TASK DETAILS
Copy out each line of the material that includes the word "right".

RECORDED DATA
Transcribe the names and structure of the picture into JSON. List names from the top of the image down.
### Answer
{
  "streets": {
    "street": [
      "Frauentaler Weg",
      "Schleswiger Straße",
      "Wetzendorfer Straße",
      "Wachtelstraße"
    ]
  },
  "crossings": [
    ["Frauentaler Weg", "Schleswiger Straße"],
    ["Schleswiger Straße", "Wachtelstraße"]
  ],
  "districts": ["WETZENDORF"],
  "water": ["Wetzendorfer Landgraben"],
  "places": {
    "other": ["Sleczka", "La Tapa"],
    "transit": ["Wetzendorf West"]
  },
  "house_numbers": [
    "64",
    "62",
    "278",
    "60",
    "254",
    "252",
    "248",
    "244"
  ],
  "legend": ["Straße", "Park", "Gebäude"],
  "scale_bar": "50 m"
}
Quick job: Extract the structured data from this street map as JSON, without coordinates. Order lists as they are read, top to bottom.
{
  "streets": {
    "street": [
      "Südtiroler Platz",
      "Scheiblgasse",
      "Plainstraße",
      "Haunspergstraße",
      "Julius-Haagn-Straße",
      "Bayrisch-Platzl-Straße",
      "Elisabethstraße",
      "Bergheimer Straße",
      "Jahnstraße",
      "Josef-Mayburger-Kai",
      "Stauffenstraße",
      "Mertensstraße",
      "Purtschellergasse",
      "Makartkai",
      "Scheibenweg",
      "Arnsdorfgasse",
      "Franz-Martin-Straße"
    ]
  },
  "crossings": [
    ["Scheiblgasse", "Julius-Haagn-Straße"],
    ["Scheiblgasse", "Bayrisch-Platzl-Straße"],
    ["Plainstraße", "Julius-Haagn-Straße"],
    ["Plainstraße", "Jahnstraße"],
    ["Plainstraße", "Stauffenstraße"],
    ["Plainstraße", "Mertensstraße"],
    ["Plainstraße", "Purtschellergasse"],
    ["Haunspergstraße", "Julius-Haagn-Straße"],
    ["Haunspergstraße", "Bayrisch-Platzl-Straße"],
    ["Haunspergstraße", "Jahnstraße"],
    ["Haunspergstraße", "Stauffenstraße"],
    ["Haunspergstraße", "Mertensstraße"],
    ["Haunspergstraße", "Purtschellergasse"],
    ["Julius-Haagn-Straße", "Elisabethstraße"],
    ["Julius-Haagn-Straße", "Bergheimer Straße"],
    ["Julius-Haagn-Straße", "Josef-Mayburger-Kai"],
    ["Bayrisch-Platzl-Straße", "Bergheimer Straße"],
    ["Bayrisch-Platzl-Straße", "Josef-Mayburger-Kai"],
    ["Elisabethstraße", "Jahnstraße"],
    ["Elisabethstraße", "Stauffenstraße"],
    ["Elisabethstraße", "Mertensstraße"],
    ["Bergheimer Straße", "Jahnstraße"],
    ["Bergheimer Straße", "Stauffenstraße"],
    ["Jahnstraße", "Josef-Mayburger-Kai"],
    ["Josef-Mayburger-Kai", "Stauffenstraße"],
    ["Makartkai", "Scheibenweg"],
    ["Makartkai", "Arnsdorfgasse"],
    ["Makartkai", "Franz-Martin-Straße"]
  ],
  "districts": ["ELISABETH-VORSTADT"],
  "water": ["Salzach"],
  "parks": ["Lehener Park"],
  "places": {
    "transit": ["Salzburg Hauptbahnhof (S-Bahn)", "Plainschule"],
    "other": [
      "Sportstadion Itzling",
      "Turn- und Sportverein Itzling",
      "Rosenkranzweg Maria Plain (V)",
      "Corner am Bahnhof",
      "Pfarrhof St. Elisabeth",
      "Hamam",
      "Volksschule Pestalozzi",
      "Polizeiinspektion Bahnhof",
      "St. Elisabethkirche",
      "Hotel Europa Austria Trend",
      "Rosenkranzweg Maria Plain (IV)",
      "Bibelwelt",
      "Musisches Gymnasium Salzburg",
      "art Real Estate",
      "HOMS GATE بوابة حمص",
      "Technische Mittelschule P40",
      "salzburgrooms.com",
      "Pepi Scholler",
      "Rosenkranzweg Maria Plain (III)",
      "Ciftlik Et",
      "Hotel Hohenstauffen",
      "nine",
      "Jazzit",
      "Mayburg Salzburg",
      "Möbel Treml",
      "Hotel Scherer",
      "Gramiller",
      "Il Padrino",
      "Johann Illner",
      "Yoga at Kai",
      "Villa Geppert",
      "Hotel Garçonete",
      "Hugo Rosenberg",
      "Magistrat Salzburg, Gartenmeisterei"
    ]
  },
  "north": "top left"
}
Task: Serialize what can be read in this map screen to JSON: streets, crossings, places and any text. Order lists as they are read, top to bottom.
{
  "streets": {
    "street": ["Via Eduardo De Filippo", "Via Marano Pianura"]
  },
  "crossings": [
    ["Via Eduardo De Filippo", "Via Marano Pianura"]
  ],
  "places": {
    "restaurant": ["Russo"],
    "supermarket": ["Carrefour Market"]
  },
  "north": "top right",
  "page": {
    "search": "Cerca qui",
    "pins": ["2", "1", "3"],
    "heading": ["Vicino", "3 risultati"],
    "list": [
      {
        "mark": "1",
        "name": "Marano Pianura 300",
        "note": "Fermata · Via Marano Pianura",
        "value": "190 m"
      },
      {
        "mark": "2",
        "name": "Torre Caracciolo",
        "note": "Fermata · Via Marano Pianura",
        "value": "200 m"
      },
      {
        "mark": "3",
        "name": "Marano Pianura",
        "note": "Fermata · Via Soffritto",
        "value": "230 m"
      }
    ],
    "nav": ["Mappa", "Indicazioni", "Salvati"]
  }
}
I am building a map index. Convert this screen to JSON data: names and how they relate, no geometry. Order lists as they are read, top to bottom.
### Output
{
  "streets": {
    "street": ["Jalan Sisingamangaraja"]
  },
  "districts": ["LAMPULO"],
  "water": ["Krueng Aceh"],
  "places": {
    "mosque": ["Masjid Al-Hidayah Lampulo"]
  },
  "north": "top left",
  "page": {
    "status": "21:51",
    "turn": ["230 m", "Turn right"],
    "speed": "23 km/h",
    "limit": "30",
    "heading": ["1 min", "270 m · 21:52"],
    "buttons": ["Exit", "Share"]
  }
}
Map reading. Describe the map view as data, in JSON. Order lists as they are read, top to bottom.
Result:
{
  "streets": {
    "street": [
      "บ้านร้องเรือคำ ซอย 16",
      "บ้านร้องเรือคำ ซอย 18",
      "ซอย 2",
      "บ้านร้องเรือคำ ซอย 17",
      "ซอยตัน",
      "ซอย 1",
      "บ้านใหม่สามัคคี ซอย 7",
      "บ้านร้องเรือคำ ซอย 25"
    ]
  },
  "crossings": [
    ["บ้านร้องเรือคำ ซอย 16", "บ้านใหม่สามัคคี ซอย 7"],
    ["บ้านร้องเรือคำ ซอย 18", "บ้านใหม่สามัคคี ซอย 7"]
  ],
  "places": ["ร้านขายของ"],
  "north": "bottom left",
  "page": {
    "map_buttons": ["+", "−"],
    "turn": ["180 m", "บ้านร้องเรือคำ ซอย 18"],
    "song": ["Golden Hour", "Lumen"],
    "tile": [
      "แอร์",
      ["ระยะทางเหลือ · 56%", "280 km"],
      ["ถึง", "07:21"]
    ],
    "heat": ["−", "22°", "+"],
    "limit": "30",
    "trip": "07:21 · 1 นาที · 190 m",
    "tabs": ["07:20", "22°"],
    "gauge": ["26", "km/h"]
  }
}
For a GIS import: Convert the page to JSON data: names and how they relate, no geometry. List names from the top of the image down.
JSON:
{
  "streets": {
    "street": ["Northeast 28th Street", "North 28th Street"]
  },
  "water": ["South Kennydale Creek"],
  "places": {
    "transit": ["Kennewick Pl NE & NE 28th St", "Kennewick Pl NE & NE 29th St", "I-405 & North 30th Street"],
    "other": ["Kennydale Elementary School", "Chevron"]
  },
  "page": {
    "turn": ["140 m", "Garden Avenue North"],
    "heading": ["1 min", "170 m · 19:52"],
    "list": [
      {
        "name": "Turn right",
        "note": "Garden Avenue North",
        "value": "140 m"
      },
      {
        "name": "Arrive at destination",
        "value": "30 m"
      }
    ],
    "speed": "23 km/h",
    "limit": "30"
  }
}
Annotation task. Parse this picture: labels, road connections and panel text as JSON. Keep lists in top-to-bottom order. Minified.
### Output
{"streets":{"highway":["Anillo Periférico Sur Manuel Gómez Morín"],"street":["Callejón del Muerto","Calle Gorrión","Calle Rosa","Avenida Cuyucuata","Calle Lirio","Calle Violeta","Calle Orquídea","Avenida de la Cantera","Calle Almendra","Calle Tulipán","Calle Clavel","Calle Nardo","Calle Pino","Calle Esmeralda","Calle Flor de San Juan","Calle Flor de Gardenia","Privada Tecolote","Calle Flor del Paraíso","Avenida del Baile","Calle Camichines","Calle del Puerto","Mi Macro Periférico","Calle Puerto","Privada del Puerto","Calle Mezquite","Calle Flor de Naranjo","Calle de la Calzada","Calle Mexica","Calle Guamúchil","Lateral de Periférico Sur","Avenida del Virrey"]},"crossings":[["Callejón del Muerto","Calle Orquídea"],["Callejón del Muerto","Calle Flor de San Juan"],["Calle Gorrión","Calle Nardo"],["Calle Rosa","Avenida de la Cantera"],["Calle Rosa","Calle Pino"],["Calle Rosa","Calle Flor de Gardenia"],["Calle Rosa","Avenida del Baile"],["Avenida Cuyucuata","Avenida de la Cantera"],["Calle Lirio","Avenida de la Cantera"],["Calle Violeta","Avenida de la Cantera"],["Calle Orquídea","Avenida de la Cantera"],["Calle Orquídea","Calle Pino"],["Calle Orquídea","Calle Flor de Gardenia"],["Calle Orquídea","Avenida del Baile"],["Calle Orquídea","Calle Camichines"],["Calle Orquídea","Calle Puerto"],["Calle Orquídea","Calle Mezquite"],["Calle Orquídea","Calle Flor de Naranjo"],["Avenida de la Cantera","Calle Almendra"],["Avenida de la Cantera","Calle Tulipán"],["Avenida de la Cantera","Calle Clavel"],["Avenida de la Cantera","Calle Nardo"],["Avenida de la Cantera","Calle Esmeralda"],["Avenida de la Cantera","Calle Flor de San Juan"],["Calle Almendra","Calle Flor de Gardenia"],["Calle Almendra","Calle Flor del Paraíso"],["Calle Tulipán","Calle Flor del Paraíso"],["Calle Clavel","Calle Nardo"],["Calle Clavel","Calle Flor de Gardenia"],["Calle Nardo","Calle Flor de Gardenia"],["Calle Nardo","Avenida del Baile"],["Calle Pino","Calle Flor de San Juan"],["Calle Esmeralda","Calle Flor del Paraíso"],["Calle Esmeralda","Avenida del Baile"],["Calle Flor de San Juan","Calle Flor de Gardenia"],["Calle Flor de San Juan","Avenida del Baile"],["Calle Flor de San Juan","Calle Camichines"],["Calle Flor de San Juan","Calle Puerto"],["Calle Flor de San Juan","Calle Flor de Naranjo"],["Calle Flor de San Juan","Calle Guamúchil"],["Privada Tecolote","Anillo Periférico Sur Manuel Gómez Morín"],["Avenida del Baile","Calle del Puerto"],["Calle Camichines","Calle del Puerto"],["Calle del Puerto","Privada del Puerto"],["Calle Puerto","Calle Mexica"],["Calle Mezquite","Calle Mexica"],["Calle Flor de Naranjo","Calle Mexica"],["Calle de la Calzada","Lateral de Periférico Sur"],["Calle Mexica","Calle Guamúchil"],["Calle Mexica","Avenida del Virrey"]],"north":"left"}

WRITTEN RESPONSE
  "north": "top right",
    "turn": ["230 m", "Turn right"],
        "name": "Turn right",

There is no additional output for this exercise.